*** Block opens ***

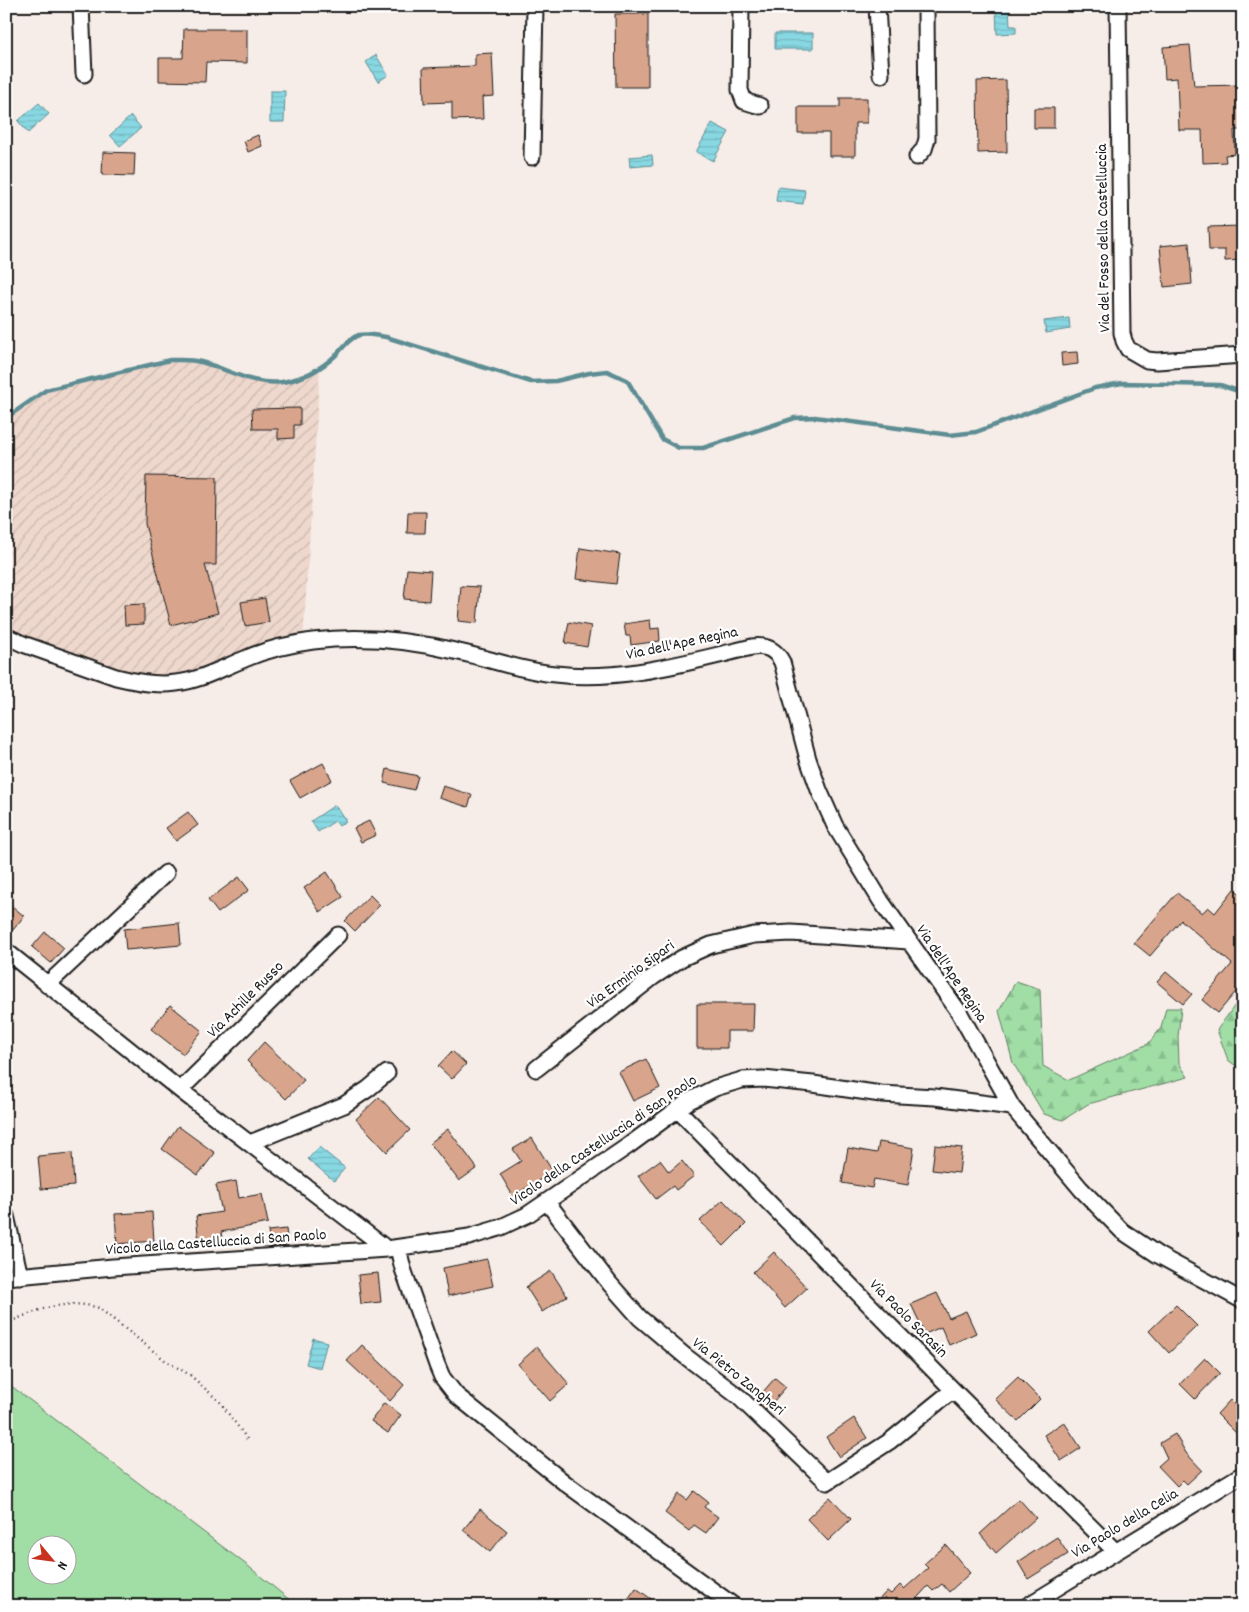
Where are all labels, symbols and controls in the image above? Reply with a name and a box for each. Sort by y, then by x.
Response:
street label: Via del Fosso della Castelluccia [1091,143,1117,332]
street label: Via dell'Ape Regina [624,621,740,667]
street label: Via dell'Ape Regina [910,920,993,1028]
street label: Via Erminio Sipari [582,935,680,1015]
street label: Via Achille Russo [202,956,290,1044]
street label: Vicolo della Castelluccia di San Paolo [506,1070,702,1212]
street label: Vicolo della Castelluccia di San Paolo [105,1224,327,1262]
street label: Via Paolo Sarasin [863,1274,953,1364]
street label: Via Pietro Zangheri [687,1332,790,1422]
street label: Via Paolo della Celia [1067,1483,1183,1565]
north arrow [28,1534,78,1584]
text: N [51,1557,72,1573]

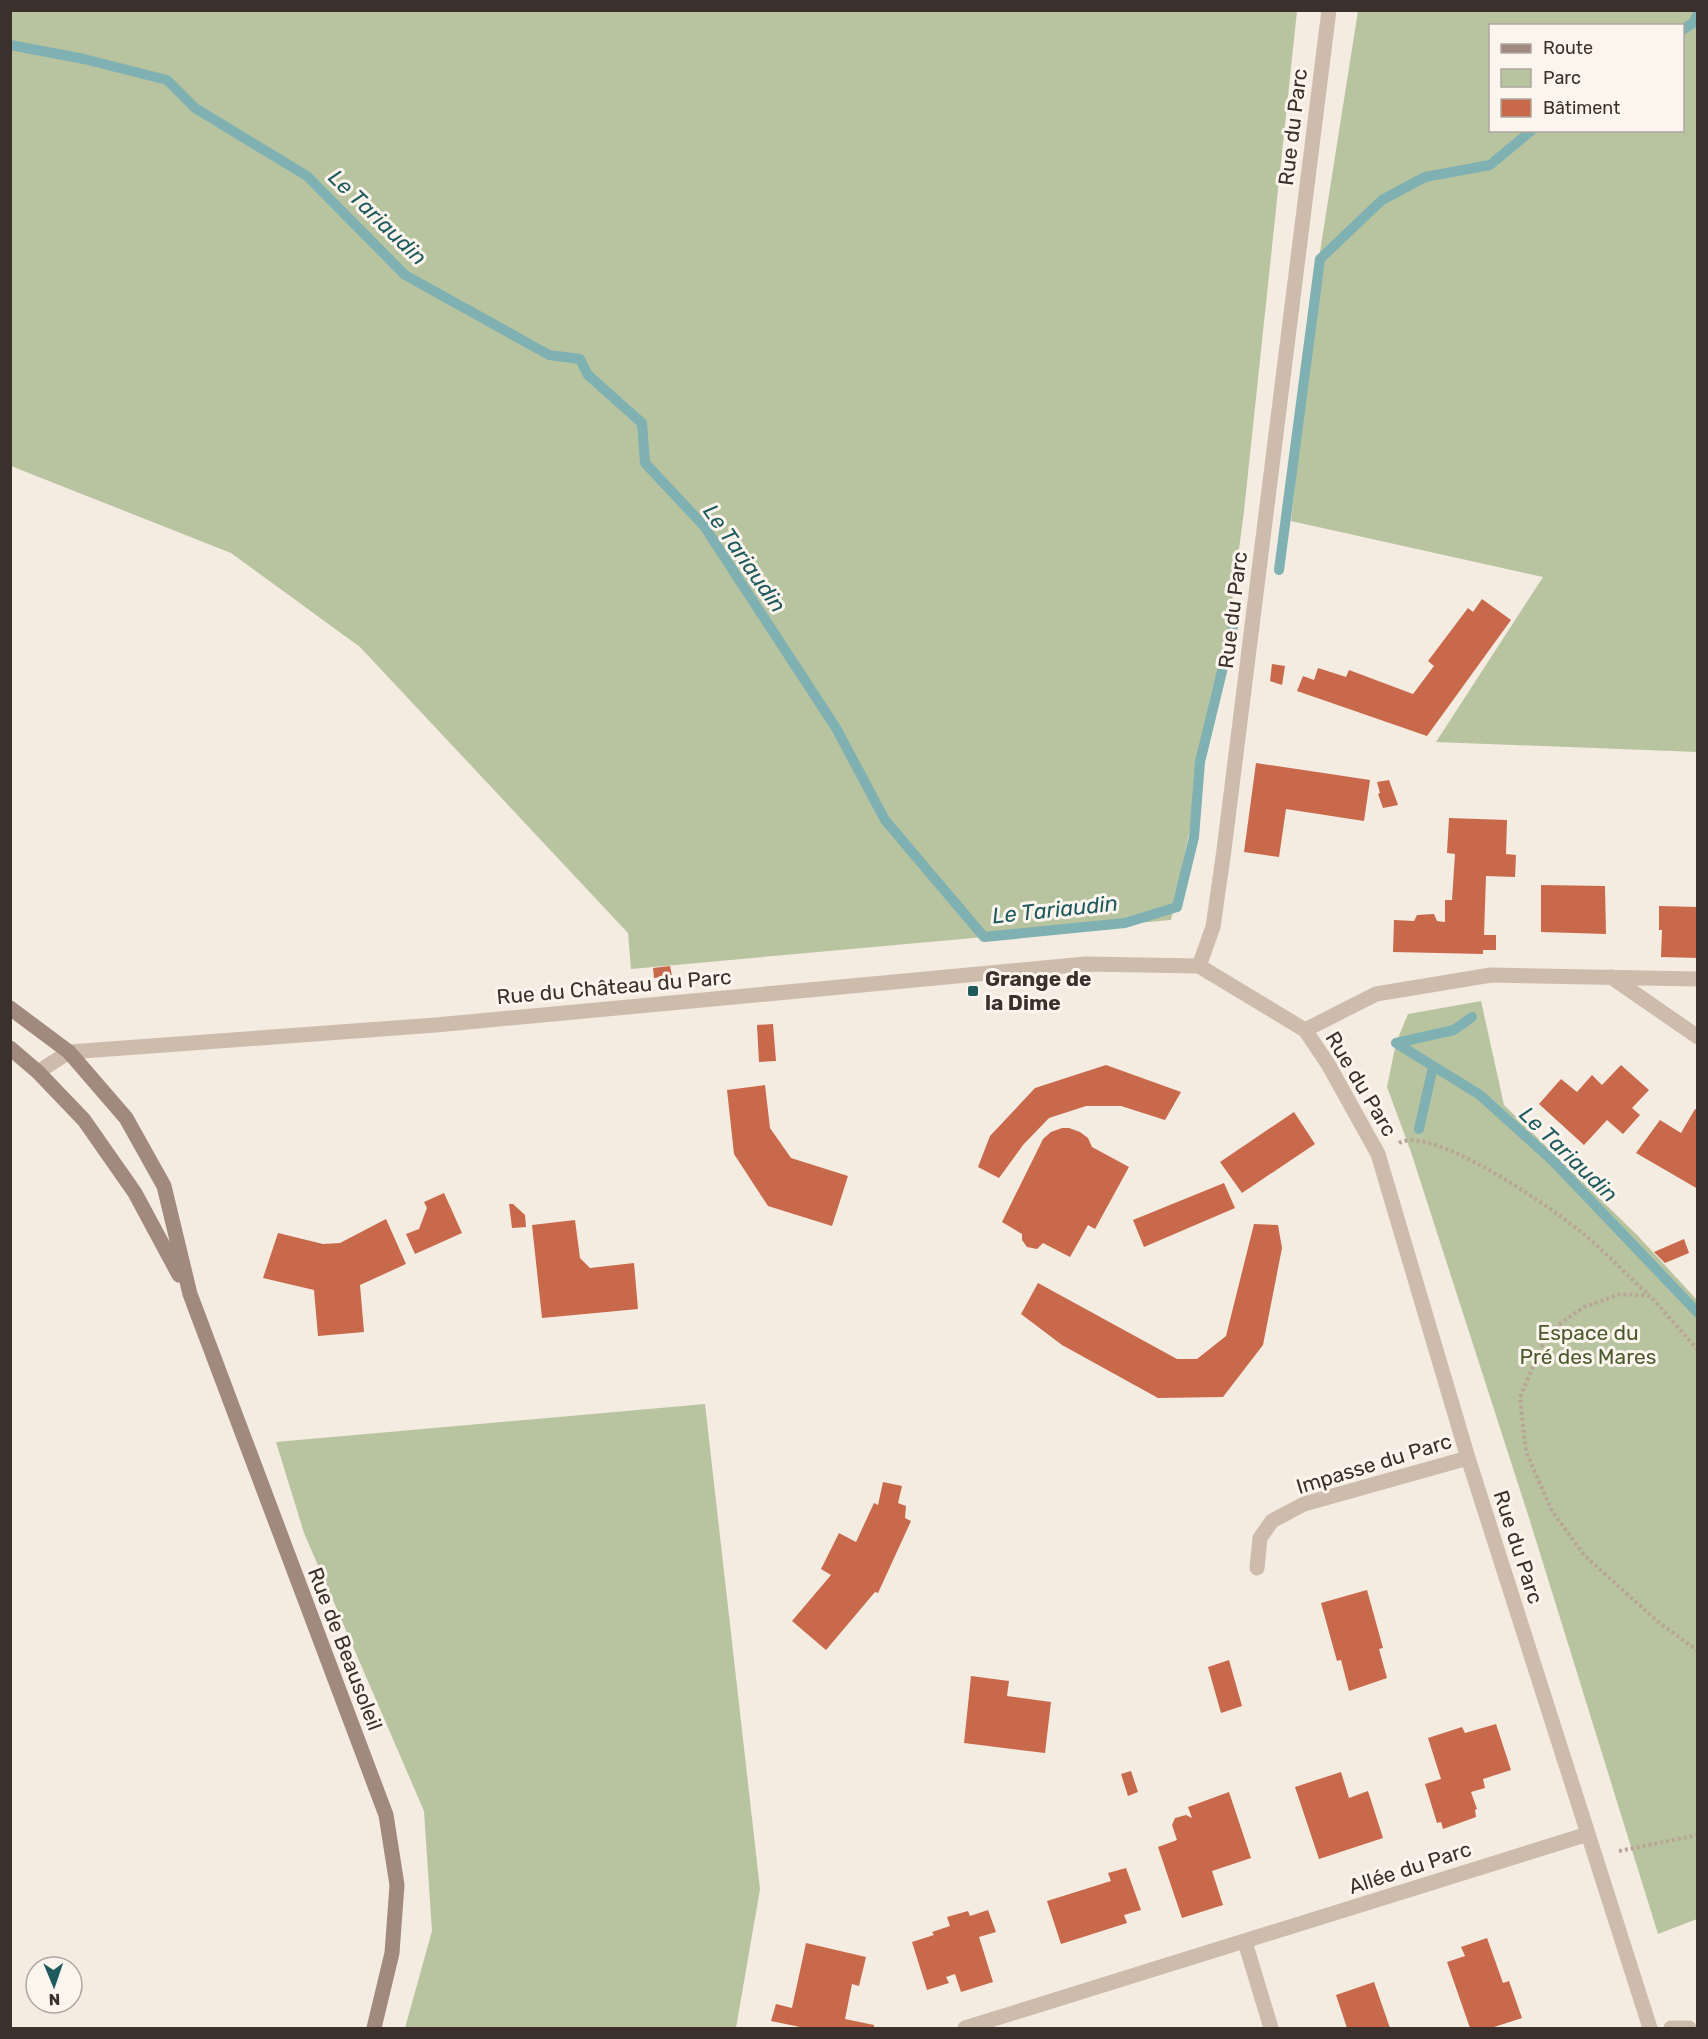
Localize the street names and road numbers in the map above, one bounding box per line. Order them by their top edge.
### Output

*** Block closes ***

A verbatim copy of the data, pictures removed, is the expected result.

COMPLETED TASK
Where are all labels, symbols and controls in the image above? Reply with a name and a box for each. Sort by y, then by x.
Response:
street label: Via del Fosso della Castelluccia [1091,143,1117,332]
street label: Via dell'Ape Regina [624,621,740,667]
street label: Via dell'Ape Regina [910,920,993,1028]
street label: Via Erminio Sipari [582,935,680,1015]
street label: Via Achille Russo [202,956,290,1044]
street label: Vicolo della Castelluccia di San Paolo [506,1070,702,1212]
street label: Vicolo della Castelluccia di San Paolo [105,1224,327,1262]
street label: Via Paolo Sarasin [863,1274,953,1364]
street label: Via Pietro Zangheri [687,1332,790,1422]
street label: Via Paolo della Celia [1067,1483,1183,1565]
north arrow [28,1534,78,1584]
text: N [51,1557,72,1573]

Localize the street names and road numbers in the map above, one bounding box per line. Order them by their top edge.
### Output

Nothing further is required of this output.